As it stands the changes between the original Nightmare and the first of its sequels perfectly serve to illustrate the changes the genre went through in the 80’s.
It’s a entertaining movie, one that comes packaged with a further amazing piece of artwork, just non that really stands out.
I still do find the scene between Jesse and his sleeping sister to count among the more memorable ones of the series, no less.
Nightmare 3: Dream Warriors
Wes Craven returns and Heather Langenkamp with him. Despite the fact that the script follows the route taken by the first sequel and furthers Freddy’s status as entertainer, it also goes back to stark horror with some truly unnerving ideas.

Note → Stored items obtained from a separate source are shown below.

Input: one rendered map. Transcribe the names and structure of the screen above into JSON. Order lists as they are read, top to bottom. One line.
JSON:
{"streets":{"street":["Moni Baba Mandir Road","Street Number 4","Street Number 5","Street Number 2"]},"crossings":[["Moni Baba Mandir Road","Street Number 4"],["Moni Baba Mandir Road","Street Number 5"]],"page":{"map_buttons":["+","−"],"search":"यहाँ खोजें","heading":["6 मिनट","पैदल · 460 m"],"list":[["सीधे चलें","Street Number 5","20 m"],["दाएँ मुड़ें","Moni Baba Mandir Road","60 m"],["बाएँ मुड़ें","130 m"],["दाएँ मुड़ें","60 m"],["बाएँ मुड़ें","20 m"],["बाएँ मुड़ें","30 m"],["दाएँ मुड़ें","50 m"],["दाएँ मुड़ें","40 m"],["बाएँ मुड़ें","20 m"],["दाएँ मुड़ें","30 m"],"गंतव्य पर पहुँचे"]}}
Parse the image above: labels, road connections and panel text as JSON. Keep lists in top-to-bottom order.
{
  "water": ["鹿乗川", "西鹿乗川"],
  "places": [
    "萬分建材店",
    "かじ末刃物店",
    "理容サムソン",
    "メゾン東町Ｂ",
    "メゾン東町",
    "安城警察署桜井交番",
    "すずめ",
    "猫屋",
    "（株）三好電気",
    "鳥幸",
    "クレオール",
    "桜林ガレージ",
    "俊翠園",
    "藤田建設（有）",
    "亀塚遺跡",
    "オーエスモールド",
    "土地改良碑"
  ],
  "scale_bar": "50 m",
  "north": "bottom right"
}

The perfect execution of the FX, a sequence which shows a marionette change into Freddy for example has lost nothing of its impact, a sly sense of (occasionally dark) humour, as a comic reader I simply loved that the bar where they meet with Nancy’s Father is called Little Nemo’s, and a wonderful cast that includes young Patricia Arquette and Jennifer Rubin, make this one worthy sequel I can hardly find a flaw with.
And such a sweet poster to go with it, that slowly ebbs out the erotic undertones and adds a definitive fantasy aspect the series should gain from here onwards.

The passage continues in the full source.